Peu importait d’ailleurs aux Italiens d’avoir été battus, puisque leurs alliés étaient victorieux. Il en était de même de Garibaldi qui devait faire monts et merveilles sur le flanc gauche de l’armée franco-piémontaise, et qui, plus expert probablement en matière de guerre civile qu’en rase campagne, se fit pourchasser par le général autrichien Urban.


Moins de vingt jours après Solférino, la paix de Villafranca était signée, au grand désespoir, je vous l’ai dit, des Italiens, à qui l’effusion de sang français paraissait la chose la plus naturelle du monde, et qui crurent sincèrement qu’on leur volait quelque chose, du moment qu’on ne leur donnait pas tout ce qu’ils considéraient comme leur appartenant.

Aussi, les troupes françaises qui traversèrent la Lombardie et le Piémont pour rentrer en France, y trouvèrent-elles un accueil singulièrement refroidi.

Il n’en fut pas de même en France.

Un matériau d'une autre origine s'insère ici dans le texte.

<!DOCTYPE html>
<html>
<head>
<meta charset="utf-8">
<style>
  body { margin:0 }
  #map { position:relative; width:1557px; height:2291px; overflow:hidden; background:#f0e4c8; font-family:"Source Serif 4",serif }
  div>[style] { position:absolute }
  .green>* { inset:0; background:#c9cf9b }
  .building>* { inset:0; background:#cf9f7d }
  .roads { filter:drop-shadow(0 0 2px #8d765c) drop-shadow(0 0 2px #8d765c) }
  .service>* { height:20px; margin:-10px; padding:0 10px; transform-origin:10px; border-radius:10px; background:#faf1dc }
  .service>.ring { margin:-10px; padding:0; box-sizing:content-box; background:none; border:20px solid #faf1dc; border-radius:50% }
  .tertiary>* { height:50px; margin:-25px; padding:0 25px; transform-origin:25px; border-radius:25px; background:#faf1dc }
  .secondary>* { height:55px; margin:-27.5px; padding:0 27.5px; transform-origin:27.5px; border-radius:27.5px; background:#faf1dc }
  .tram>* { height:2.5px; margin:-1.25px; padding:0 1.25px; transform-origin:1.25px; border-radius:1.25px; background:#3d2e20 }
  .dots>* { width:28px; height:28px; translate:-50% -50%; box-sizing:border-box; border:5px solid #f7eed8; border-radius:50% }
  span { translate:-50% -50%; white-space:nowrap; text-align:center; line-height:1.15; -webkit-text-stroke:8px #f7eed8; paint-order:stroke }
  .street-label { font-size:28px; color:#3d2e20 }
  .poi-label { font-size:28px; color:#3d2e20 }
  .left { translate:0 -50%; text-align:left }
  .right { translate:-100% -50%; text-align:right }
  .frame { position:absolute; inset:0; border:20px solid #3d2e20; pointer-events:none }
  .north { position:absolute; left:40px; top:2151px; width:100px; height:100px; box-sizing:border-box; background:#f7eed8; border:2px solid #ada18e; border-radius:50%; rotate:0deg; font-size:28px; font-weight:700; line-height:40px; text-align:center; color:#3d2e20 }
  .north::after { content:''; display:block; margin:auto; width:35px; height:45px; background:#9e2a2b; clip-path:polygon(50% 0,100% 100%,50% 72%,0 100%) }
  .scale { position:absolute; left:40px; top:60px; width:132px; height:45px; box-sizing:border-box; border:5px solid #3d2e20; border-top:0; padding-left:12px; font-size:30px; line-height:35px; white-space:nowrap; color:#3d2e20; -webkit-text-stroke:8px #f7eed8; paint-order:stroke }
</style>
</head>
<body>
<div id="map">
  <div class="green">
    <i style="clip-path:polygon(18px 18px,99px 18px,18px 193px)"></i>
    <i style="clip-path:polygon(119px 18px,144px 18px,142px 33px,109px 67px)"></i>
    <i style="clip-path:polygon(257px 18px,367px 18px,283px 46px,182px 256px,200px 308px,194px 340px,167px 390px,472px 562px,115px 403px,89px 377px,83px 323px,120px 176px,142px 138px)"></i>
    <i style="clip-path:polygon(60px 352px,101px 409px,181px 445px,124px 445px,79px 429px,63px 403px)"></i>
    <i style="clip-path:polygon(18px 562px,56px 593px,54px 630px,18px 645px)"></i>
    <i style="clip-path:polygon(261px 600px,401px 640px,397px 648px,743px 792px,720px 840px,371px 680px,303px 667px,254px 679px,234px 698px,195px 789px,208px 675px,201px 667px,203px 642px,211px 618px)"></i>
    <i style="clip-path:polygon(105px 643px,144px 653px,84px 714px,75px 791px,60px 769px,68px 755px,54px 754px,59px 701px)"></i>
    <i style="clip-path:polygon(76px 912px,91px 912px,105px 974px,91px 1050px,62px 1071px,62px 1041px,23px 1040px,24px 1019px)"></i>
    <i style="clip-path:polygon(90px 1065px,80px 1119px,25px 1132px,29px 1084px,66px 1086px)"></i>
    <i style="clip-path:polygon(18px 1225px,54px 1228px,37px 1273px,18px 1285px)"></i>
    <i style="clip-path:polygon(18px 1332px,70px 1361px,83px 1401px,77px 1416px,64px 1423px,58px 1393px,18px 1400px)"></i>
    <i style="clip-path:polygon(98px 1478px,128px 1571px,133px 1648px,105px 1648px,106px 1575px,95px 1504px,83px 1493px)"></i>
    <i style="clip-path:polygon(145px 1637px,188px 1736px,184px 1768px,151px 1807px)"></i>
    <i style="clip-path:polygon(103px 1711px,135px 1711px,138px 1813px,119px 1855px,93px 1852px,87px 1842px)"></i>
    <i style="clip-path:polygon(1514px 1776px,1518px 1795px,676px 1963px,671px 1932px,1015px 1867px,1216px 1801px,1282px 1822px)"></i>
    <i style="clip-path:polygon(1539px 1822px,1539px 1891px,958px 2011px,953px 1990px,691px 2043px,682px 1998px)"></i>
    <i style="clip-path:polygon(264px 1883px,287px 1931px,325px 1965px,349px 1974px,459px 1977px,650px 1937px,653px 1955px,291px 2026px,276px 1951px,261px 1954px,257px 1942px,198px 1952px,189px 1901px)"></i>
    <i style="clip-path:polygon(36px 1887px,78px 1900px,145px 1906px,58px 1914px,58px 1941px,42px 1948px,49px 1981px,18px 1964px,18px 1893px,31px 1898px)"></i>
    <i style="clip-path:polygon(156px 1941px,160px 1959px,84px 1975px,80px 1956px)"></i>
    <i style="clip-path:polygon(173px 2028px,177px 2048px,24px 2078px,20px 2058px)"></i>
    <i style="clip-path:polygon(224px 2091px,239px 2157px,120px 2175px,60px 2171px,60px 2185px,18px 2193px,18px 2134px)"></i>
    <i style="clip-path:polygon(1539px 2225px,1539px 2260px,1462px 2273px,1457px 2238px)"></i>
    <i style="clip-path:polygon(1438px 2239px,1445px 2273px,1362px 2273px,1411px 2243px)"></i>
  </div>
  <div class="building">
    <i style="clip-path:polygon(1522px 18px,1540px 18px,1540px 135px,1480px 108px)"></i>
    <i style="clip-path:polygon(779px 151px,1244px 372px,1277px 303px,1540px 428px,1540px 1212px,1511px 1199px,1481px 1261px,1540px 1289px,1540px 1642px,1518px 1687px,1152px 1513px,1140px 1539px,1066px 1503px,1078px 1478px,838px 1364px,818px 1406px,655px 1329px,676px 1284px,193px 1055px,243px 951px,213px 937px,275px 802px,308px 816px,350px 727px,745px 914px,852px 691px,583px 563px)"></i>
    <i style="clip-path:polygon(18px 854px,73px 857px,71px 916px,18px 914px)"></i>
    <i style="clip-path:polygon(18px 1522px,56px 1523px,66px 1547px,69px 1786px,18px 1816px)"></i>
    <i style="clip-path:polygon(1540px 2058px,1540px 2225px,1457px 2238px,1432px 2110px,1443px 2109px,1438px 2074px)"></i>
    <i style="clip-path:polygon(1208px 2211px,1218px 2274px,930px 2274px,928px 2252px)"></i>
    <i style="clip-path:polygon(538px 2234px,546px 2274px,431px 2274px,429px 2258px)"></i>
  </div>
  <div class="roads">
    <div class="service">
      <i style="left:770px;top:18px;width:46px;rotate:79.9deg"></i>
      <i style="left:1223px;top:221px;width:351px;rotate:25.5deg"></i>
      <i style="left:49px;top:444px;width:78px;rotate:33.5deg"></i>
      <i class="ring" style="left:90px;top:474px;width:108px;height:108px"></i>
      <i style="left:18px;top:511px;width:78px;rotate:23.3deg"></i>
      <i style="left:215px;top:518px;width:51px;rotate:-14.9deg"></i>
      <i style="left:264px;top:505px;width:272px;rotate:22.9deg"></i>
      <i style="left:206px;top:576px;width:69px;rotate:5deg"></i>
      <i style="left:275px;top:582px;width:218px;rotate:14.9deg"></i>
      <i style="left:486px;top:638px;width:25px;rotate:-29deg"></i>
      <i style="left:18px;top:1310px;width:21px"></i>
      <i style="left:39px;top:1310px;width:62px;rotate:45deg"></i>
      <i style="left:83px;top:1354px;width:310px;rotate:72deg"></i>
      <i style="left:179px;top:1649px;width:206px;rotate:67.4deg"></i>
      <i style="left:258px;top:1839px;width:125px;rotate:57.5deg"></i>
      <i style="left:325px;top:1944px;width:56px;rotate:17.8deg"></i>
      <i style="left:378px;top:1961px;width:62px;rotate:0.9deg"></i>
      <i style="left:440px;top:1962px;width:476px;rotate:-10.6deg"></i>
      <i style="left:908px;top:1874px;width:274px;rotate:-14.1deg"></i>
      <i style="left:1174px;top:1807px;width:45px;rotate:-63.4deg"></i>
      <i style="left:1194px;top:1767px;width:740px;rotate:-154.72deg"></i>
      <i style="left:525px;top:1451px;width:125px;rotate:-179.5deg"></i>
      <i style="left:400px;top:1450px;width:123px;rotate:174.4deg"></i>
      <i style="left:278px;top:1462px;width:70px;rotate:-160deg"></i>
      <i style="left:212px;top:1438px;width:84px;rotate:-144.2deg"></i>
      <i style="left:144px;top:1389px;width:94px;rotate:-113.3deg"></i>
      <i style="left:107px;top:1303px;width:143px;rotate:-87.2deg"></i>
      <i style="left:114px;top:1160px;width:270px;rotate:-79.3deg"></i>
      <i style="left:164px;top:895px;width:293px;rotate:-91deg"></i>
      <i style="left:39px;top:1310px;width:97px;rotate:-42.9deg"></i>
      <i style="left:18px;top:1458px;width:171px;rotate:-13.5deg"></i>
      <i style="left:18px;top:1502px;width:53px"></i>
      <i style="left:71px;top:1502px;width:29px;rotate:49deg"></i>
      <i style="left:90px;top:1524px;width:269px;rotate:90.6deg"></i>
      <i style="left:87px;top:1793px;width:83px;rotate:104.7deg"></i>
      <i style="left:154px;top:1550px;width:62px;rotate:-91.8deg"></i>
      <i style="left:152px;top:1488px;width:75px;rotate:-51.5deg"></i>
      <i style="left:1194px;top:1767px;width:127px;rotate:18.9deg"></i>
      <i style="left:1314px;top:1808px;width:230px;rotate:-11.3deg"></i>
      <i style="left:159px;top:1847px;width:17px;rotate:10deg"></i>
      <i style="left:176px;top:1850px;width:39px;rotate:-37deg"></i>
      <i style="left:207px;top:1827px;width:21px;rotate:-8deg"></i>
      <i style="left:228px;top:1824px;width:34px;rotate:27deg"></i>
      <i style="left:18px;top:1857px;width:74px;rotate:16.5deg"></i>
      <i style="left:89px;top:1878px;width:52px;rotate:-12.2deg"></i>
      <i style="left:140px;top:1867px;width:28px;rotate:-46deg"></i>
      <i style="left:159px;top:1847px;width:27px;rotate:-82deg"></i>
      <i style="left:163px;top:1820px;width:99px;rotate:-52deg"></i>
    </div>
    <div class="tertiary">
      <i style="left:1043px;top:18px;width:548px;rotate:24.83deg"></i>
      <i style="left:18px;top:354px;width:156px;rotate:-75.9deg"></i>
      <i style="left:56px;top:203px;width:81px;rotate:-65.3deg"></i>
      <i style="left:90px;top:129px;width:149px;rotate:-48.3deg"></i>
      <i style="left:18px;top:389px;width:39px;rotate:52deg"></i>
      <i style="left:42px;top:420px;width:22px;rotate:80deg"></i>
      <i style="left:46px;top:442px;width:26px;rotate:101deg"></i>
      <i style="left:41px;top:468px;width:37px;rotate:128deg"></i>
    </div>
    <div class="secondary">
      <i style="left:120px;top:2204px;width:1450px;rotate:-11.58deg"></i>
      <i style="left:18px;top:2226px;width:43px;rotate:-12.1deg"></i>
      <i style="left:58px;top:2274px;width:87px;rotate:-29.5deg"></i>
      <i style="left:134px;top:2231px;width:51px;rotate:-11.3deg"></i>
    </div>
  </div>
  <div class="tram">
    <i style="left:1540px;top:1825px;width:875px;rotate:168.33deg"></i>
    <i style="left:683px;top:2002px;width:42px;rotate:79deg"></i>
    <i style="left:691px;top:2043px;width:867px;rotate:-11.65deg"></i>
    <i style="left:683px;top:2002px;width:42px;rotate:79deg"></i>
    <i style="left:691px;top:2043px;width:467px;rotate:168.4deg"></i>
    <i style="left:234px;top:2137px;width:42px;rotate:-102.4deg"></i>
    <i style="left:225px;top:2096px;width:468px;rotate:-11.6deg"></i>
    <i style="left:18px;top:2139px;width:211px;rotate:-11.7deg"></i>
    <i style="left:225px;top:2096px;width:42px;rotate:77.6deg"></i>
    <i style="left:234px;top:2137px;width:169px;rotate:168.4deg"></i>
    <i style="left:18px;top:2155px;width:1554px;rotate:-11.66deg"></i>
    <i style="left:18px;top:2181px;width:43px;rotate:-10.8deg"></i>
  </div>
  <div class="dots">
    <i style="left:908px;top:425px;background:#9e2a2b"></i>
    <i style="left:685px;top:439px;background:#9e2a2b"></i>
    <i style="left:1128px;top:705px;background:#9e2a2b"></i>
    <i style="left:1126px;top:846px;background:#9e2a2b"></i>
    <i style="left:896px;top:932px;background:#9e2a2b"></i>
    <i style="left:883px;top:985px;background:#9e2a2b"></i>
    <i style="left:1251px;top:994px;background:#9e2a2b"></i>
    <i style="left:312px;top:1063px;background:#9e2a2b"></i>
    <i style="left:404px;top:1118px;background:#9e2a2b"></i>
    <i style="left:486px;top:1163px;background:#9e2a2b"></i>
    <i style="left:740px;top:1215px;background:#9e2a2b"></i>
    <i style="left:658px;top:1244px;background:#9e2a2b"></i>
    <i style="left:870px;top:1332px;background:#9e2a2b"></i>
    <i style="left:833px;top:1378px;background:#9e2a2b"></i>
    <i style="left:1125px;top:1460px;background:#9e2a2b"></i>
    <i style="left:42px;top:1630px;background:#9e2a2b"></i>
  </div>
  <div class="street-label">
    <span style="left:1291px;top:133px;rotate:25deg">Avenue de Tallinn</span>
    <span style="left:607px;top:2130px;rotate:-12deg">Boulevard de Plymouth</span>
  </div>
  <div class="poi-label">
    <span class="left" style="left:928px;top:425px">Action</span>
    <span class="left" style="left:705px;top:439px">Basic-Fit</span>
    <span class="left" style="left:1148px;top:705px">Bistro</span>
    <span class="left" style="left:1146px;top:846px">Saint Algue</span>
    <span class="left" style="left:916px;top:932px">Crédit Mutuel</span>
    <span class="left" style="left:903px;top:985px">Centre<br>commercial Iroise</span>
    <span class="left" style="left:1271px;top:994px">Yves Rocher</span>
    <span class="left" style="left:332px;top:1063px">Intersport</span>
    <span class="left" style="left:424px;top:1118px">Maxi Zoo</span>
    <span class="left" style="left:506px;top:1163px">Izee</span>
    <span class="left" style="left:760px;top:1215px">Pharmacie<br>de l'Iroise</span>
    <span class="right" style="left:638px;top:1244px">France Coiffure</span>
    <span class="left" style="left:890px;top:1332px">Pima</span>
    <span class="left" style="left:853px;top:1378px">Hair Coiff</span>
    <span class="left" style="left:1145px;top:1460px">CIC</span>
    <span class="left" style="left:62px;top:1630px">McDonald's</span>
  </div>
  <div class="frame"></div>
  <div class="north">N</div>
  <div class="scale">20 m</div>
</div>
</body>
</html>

Le pays tout entier, fier des lauriers rapidement conquis, applaudit à la cessation des hostilités, et l’armée d’Italie reçut dans la capitale l’accueil le plus grandiose.

Remarquez-le, d’ailleurs, mes enfants, c’était la dernière fois qu’une armée française victorieuse rentrait dans Paris : on n’a pas revu ce spectacle depuis quarante ans, et, avec Solférino, je viens de clore l’ère glorieuse des victoires de la France, en Europe du moins.